**Exercise brief**
Skip the pictures. Transcribe the rest of the data below without changing a word.

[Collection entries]
§

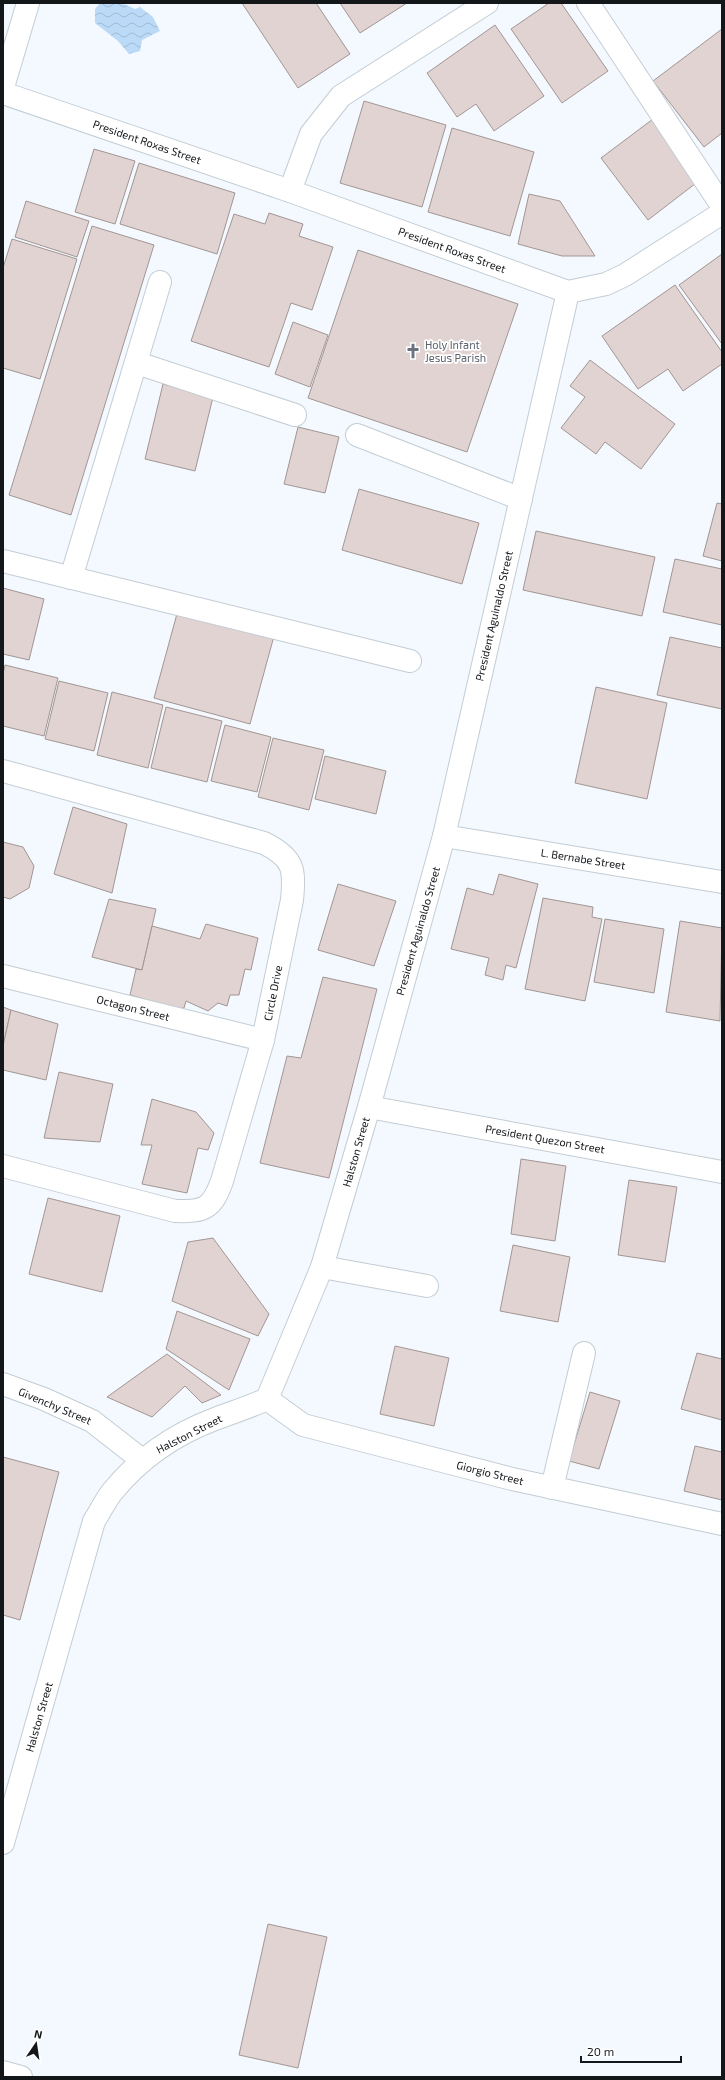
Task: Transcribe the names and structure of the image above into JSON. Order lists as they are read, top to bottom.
{
  "streets": {
    "street": [
      "President Roxas Street",
      "President Aguinaldo Street",
      "L. Bernabe Street",
      "Circle Drive",
      "Octagon Street",
      "President Quezon Street",
      "Halston Street",
      "Givenchy Street",
      "Giorgio Street"
    ]
  },
  "crossings": [
    ["President Roxas Street", "President Aguinaldo Street"],
    ["President Aguinaldo Street", "L. Bernabe Street"],
    ["President Aguinaldo Street", "President Quezon Street"],
    ["President Aguinaldo Street", "Halston Street"],
    ["Circle Drive", "Octagon Street"],
    ["President Quezon Street", "Halston Street"],
    ["Halston Street", "Givenchy Street"],
    ["Halston Street", "Giorgio Street"]
  ],
  "places": {
    "church": ["Holy Infant Jesus Parish"]
  },
  "scale_bar": "20 m",
  "north": "top"
}
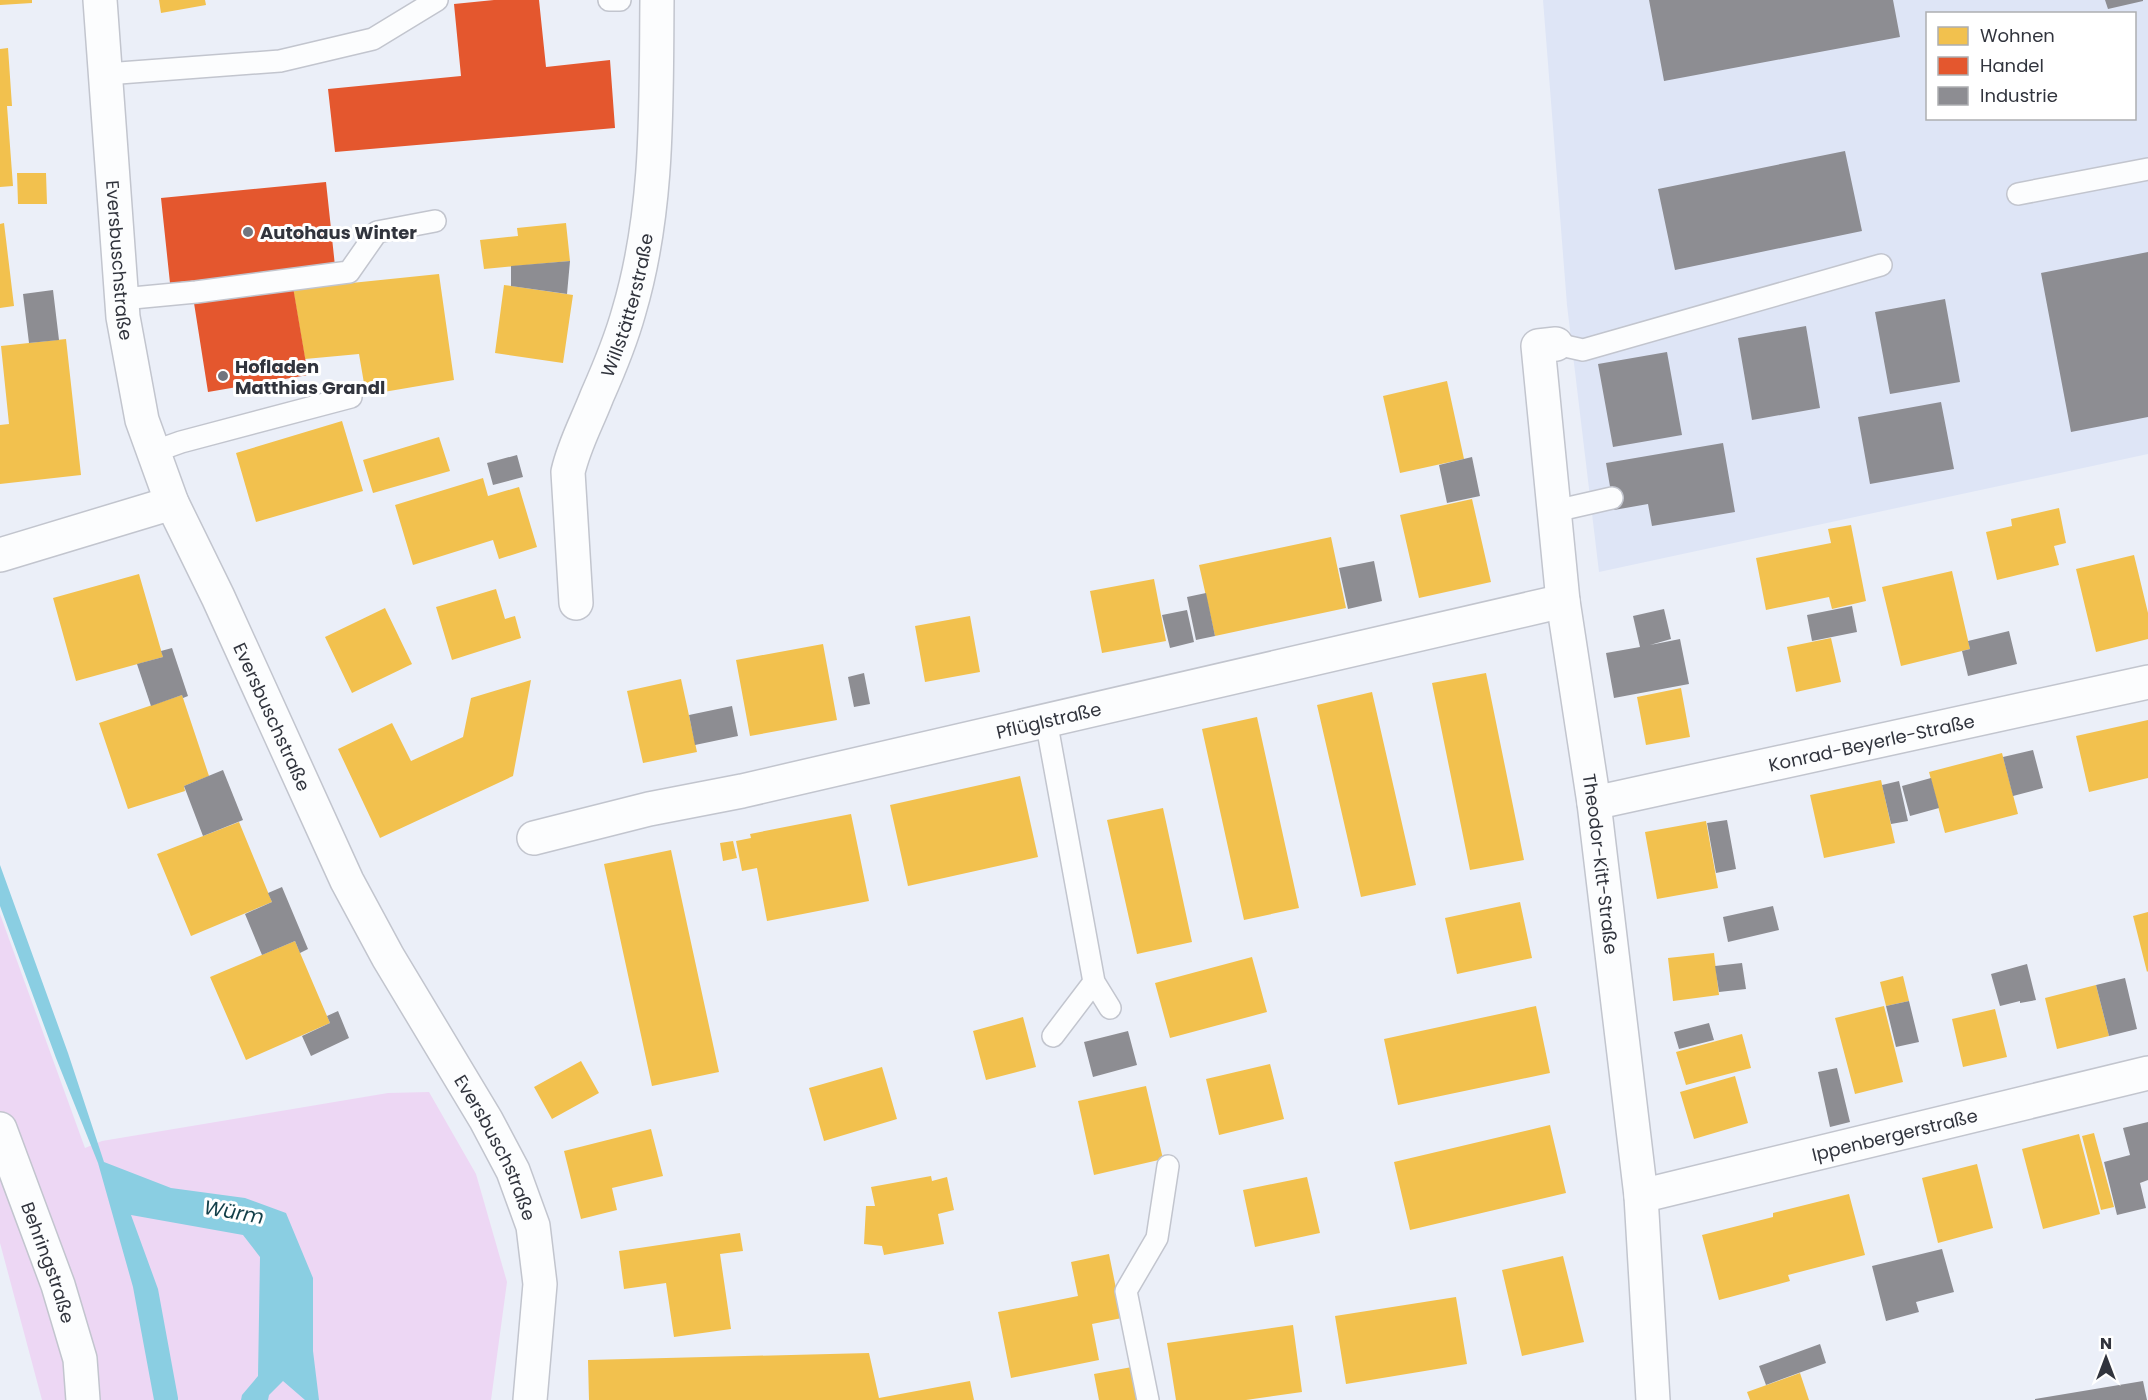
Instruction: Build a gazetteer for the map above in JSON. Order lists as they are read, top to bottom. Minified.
{"streets":{"street":["Eversbuschstraße","Willstätterstraße","Pflüglstraße","Konrad-Beyerle-Straße","Theodor-Kitt-Straße","Ippenbergerstraße","Behringstraße"]},"crossings":[["Pflüglstraße","Theodor-Kitt-Straße"],["Konrad-Beyerle-Straße","Theodor-Kitt-Straße"],["Theodor-Kitt-Straße","Ippenbergerstraße"]],"water":["Würm"],"places":["Autohaus Winter","Hofladen Matthias Grandl"],"legend":["Wohnen","Handel","Industrie"],"north":"top"}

§

**Final answer**
Task: Transcribe the names and structure of the image above into JSON. Order lists as they are read, top to bottom.
{
  "streets": {
    "street": [
      "President Roxas Street",
      "President Aguinaldo Street",
      "L. Bernabe Street",
      "Circle Drive",
      "Octagon Street",
      "President Quezon Street",
      "Halston Street",
      "Givenchy Street",
      "Giorgio Street"
    ]
  },
  "crossings": [
    ["President Roxas Street", "President Aguinaldo Street"],
    ["President Aguinaldo Street", "L. Bernabe Street"],
    ["President Aguinaldo Street", "President Quezon Street"],
    ["President Aguinaldo Street", "Halston Street"],
    ["Circle Drive", "Octagon Street"],
    ["President Quezon Street", "Halston Street"],
    ["Halston Street", "Givenchy Street"],
    ["Halston Street", "Giorgio Street"]
  ],
  "places": {
    "church": ["Holy Infant Jesus Parish"]
  },
  "scale_bar": "20 m",
  "north": "top"
}
Instruction: Build a gazetteer for the map above in JSON. Order lists as they are read, top to bottom. Minified.
{"streets":{"street":["Eversbuschstraße","Willstätterstraße","Pflüglstraße","Konrad-Beyerle-Straße","Theodor-Kitt-Straße","Ippenbergerstraße","Behringstraße"]},"crossings":[["Pflüglstraße","Theodor-Kitt-Straße"],["Konrad-Beyerle-Straße","Theodor-Kitt-Straße"],["Theodor-Kitt-Straße","Ippenbergerstraße"]],"water":["Würm"],"places":["Autohaus Winter","Hofladen Matthias Grandl"],"legend":["Wohnen","Handel","Industrie"],"north":"top"}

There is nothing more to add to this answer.